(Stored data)
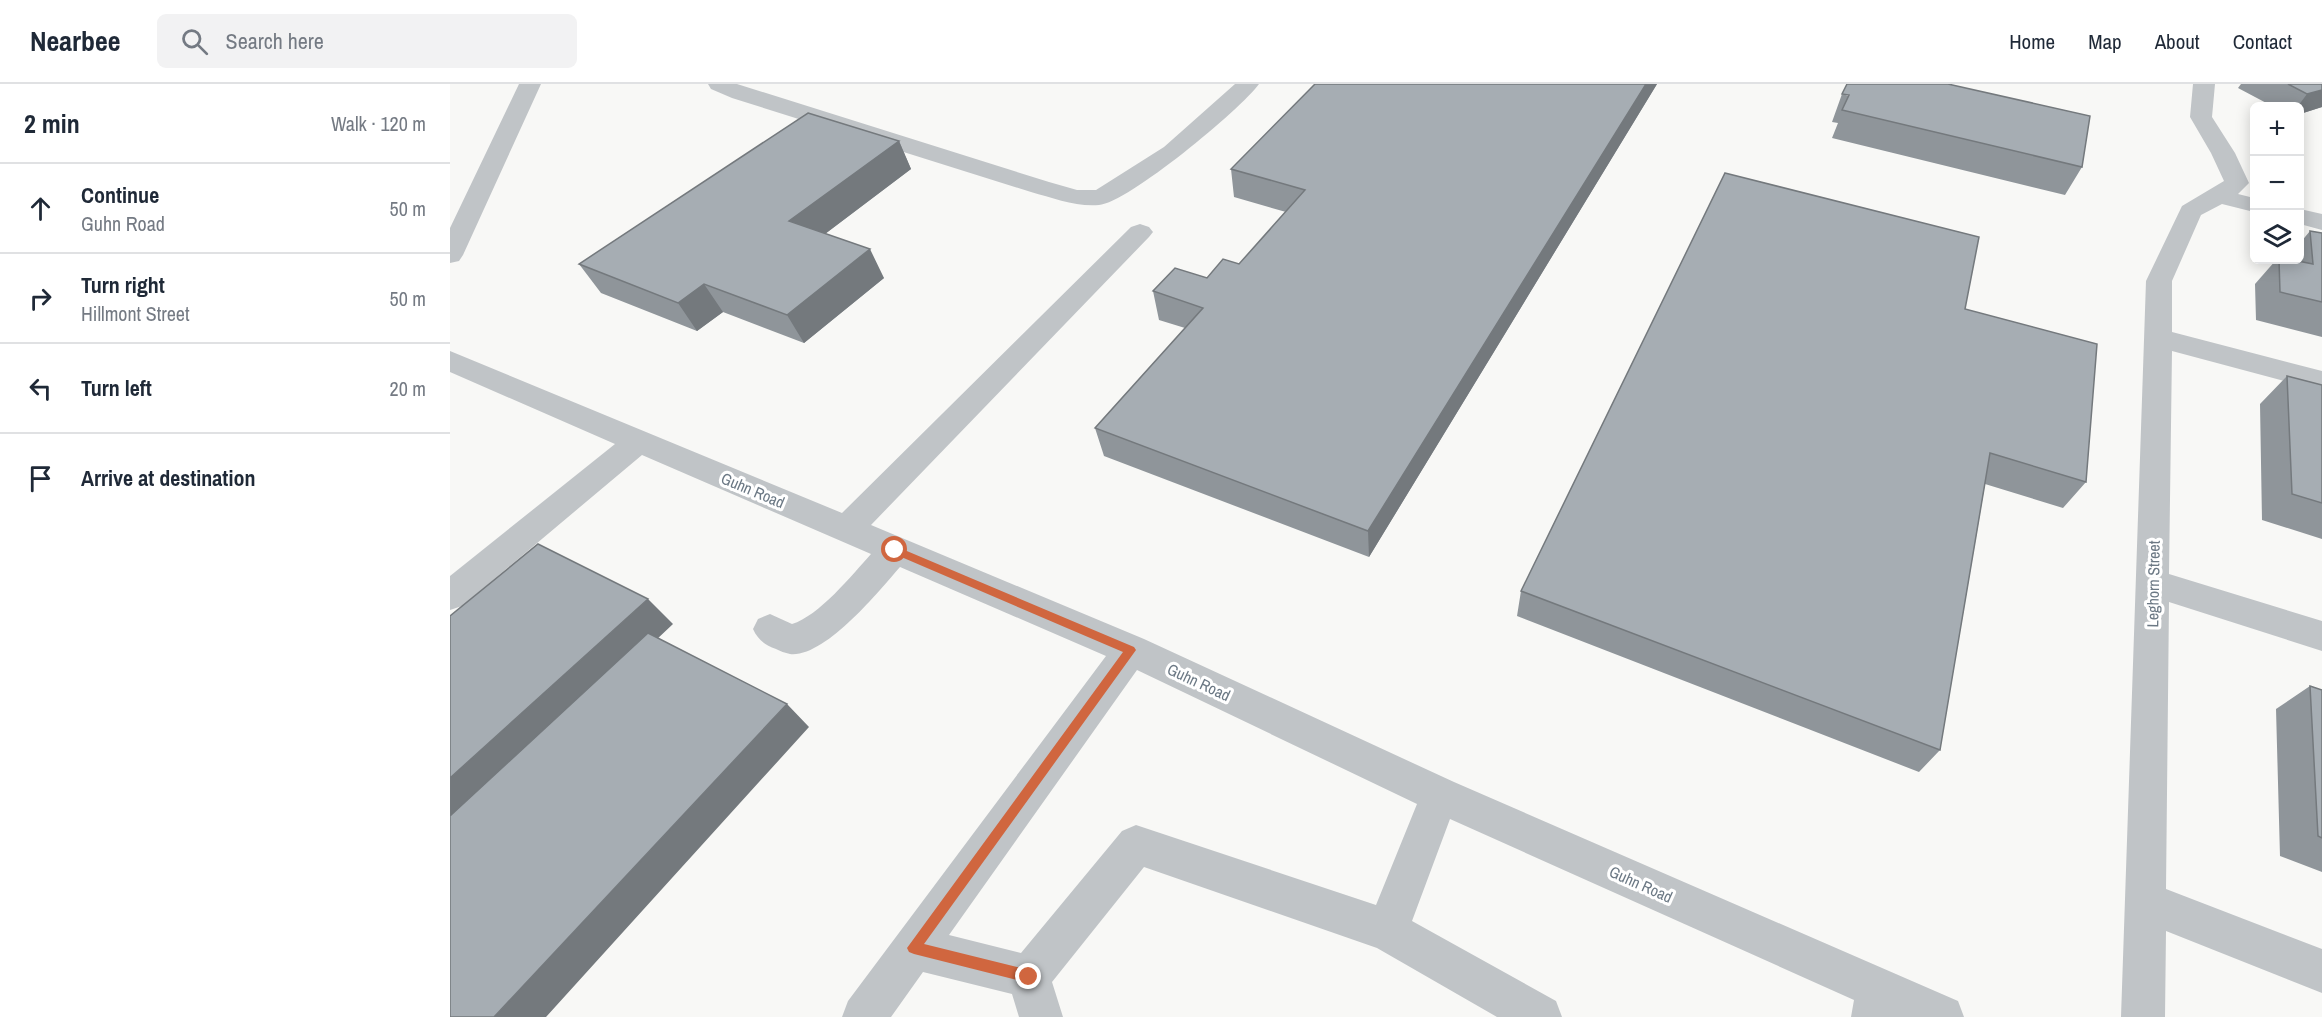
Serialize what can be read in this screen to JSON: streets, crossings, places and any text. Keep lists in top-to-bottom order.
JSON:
{
  "streets": {
    "street": ["Guhn Road", "Leghorn Street"]
  },
  "page": {
    "header": "Nearbee",
    "search": "Search here",
    "nav": [
      "Home",
      "Map",
      "About",
      "Contact"
    ],
    "heading": ["2 min", "Walk · 120 m"],
    "map_buttons": ["+", "−"],
    "list": [
      ["Continue", "Guhn Road", "50 m"],
      ["Turn right", "Hillmont Street", "50 m"],
      ["Turn left", "20 m"],
      "Arrive at destination"
    ]
  }
}
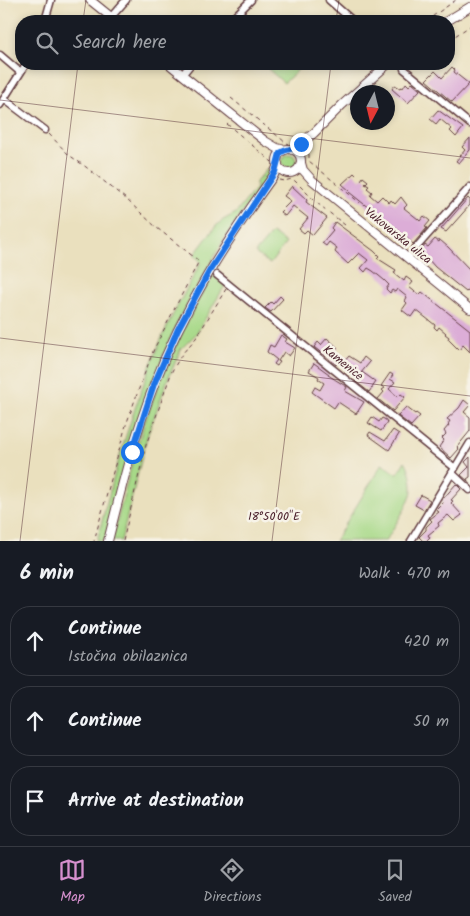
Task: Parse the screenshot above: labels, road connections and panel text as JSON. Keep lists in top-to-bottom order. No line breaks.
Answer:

_Exercise goal_
Every line above goes into the copy unchanged; the pictures do not.

_Task response_
Serialize what can be read in this screen to JSON: streets, crossings, places and any text. Keep lists in top-to-bottom order.
JSON:
{
  "streets": {
    "street": ["Guhn Road", "Leghorn Street"]
  },
  "page": {
    "header": "Nearbee",
    "search": "Search here",
    "nav": [
      "Home",
      "Map",
      "About",
      "Contact"
    ],
    "heading": ["2 min", "Walk · 120 m"],
    "map_buttons": ["+", "−"],
    "list": [
      ["Continue", "Guhn Road", "50 m"],
      ["Turn right", "Hillmont Street", "50 m"],
      ["Turn left", "20 m"],
      "Arrive at destination"
    ]
  }
}
Task: Parse the screenshot above: labels, road connections and panel text as JSON. Keep lists in top-to-bottom order. No line breaks.
Answer:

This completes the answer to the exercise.